# Exercise
The data below holds a line containing "width:25px; border:1px solid" and a line containing "function label(font, color, halo, rows, align"; please quote exactly those two lines and every line between them, and nothing else.

# Source information

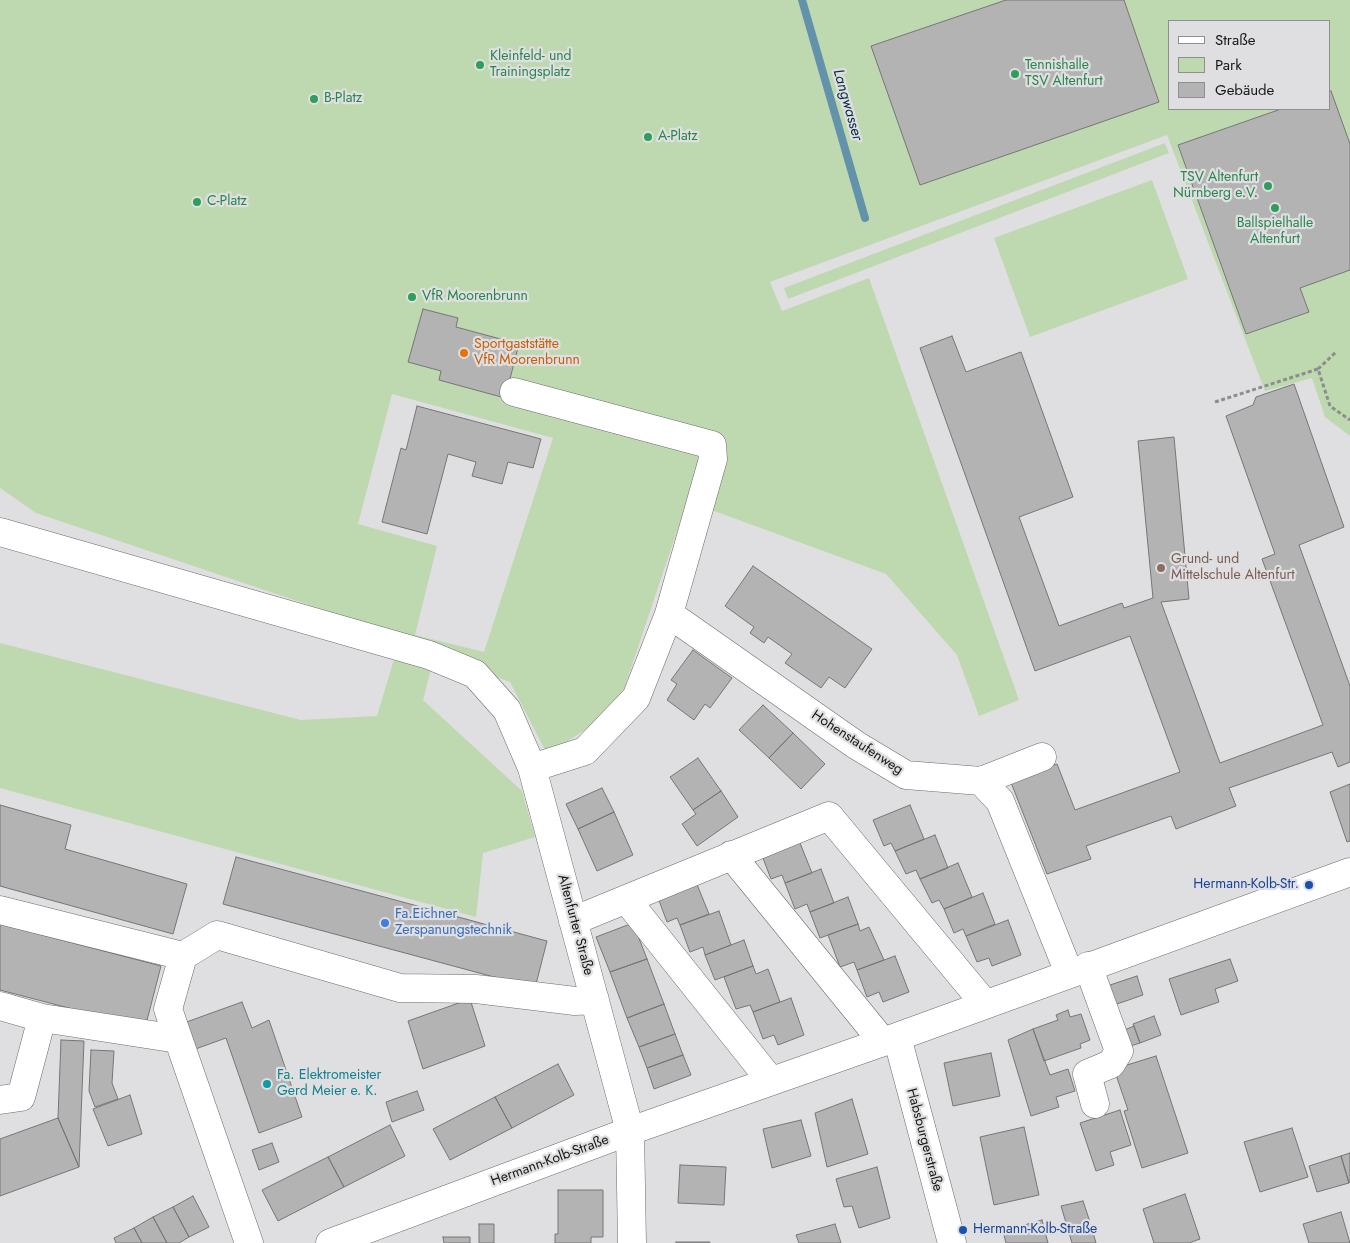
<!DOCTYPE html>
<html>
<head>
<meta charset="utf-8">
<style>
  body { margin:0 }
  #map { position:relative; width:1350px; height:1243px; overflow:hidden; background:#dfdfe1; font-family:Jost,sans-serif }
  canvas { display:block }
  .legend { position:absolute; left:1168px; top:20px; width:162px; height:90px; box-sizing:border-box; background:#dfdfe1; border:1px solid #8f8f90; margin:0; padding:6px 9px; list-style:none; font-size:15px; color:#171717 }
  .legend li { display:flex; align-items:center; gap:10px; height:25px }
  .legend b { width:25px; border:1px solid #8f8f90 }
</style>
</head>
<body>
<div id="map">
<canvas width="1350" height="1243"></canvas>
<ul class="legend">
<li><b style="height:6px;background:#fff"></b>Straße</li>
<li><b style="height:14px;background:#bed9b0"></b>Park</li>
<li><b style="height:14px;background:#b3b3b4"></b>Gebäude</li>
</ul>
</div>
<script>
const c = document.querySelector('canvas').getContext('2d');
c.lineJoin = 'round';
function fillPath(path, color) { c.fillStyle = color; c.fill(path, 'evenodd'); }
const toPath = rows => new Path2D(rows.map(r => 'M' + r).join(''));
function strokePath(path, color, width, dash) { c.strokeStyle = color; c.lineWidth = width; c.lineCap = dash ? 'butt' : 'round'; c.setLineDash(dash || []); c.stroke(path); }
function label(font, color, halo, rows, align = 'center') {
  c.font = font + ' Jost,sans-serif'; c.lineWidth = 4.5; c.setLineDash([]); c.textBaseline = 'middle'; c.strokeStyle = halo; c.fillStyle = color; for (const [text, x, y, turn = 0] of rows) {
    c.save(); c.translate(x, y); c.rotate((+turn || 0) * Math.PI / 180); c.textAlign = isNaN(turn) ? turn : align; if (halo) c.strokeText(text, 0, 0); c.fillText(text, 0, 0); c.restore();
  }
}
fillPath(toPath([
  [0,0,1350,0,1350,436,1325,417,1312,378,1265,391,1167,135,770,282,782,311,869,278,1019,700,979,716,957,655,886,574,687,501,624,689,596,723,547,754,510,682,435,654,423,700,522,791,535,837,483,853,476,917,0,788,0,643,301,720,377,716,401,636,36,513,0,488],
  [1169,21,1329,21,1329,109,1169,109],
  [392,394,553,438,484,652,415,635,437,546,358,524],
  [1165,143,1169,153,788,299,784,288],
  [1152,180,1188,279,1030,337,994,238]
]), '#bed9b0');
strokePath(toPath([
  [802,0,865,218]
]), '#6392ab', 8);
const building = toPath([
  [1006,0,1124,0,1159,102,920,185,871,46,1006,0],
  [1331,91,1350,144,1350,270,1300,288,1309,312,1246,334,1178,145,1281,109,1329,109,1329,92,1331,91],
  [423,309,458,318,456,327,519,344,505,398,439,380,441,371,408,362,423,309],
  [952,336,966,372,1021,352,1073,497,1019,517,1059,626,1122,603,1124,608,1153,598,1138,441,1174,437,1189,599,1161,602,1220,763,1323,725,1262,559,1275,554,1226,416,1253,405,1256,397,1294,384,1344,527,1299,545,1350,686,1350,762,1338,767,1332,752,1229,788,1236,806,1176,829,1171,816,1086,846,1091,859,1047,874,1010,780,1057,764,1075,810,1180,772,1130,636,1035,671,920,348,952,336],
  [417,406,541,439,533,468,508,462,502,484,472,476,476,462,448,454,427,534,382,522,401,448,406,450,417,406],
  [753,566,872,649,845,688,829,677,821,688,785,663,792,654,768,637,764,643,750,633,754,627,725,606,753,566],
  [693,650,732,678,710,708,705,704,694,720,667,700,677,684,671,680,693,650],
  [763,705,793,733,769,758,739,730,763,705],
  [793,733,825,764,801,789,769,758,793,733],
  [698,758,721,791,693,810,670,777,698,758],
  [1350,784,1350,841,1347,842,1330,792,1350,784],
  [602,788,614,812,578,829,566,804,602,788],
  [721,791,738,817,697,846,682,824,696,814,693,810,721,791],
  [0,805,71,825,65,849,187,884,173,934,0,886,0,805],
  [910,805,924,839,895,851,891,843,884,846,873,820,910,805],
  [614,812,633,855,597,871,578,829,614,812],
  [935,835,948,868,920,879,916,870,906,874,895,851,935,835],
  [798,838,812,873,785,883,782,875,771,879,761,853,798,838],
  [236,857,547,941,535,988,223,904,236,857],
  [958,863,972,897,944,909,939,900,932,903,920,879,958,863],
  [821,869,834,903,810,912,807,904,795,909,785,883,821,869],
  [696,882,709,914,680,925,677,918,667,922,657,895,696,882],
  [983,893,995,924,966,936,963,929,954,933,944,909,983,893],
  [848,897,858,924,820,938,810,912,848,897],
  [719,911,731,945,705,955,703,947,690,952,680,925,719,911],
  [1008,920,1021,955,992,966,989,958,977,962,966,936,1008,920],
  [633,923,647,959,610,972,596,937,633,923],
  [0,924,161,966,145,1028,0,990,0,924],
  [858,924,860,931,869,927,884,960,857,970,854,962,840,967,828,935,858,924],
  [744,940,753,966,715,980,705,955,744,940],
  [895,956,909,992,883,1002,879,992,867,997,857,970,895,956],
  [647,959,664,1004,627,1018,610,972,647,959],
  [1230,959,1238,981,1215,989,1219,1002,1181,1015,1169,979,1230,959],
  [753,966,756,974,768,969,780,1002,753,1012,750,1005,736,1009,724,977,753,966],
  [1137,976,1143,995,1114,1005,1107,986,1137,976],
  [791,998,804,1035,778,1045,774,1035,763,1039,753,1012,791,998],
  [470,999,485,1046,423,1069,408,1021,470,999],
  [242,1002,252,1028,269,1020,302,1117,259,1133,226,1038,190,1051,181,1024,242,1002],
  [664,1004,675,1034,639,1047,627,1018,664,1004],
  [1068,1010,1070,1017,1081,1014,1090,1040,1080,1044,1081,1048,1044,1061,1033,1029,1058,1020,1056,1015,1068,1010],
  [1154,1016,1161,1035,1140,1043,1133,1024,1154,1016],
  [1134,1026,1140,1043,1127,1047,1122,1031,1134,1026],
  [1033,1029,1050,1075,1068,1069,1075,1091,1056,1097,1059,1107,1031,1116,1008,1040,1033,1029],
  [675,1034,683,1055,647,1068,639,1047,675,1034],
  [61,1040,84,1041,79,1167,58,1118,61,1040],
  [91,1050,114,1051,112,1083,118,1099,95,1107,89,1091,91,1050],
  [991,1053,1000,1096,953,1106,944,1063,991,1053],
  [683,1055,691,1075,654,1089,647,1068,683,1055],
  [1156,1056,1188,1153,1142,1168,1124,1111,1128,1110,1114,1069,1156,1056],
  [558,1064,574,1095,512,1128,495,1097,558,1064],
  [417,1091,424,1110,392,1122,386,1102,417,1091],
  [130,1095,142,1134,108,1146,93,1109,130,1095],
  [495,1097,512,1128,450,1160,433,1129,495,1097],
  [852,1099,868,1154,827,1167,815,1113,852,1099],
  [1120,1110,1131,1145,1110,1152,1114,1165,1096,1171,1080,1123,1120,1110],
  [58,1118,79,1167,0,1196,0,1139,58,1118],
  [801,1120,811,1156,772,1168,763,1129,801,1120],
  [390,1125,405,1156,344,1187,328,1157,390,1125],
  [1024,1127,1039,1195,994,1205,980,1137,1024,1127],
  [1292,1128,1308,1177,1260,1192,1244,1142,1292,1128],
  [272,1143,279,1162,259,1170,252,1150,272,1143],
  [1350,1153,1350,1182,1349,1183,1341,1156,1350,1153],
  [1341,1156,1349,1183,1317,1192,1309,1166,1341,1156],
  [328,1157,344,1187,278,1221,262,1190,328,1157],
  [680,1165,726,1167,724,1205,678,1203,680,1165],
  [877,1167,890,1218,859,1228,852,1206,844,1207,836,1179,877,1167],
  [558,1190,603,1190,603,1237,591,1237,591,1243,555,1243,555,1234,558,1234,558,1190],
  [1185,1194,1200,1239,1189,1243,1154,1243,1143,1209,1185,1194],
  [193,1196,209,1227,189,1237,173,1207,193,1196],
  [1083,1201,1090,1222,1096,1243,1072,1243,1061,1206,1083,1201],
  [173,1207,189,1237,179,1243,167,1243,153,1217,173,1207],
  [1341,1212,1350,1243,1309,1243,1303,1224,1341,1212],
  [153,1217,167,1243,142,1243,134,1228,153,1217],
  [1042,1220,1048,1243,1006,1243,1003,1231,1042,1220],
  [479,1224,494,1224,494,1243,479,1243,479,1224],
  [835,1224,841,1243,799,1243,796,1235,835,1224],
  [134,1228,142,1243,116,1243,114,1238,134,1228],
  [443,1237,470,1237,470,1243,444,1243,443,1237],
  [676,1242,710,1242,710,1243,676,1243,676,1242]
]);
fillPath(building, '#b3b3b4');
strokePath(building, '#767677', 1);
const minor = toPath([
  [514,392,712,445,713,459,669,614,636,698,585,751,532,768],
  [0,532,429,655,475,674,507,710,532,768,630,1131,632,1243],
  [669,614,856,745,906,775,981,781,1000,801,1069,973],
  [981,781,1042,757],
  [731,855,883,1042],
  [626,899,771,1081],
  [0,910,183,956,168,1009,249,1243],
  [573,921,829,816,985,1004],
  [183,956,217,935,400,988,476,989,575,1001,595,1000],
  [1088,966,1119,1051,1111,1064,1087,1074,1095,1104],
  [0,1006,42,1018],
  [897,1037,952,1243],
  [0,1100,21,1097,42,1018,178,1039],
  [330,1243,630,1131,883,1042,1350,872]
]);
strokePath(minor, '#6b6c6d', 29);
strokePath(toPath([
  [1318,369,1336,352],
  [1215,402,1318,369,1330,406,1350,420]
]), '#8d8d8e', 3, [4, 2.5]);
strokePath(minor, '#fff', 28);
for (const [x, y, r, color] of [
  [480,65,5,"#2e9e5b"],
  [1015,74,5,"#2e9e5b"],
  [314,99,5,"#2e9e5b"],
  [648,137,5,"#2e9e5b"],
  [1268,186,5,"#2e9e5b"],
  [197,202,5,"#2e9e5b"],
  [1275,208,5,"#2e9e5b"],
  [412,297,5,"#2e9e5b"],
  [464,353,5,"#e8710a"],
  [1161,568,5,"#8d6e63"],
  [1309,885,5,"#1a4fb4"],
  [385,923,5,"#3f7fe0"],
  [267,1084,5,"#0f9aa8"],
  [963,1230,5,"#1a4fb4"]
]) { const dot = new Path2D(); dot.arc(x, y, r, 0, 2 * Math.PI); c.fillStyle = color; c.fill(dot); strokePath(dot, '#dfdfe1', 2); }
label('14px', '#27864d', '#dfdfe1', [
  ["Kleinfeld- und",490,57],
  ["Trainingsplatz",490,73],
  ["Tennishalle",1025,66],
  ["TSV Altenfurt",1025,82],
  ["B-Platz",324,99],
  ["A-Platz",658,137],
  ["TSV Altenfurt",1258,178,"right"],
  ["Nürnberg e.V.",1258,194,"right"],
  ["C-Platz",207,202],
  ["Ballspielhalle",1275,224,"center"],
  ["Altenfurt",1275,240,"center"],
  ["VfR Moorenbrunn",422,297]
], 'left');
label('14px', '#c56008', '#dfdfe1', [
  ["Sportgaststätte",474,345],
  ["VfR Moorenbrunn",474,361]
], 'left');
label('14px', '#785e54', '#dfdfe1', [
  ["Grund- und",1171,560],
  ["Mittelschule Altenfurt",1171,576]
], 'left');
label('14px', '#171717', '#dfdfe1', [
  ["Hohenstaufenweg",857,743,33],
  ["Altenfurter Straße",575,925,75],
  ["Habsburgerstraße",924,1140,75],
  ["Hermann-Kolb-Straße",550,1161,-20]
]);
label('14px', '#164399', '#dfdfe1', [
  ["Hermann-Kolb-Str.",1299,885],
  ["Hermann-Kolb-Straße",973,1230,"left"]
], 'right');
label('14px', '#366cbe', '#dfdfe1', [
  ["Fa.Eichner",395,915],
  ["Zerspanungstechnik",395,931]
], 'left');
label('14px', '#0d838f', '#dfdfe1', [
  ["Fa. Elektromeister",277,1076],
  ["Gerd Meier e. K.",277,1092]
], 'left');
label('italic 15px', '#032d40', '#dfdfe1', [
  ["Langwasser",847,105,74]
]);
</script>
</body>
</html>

# Completed exercise
  .legend b { width:25px; border:1px solid #8f8f90 }
</style>
</head>
<body>
<div id="map">
<canvas width="1350" height="1243"></canvas>
<ul class="legend">
<li><b style="height:6px;background:#fff"></b>Straße</li>
<li><b style="height:14px;background:#bed9b0"></b>Park</li>
<li><b style="height:14px;background:#b3b3b4"></b>Gebäude</li>
</ul>
</div>
<script>
const c = document.querySelector('canvas').getContext('2d');
c.lineJoin = 'round';
function fillPath(path, color) { c.fillStyle = color; c.fill(path, 'evenodd'); }
const toPath = rows => new Path2D(rows.map(r => 'M' + r).join(''));
function strokePath(path, color, width, dash) { c.strokeStyle = color; c.lineWidth = width; c.lineCap = dash ? 'butt' : 'round'; c.setLineDash(dash || []); c.stroke(path); }
function label(font, color, halo, rows, align = 'center') {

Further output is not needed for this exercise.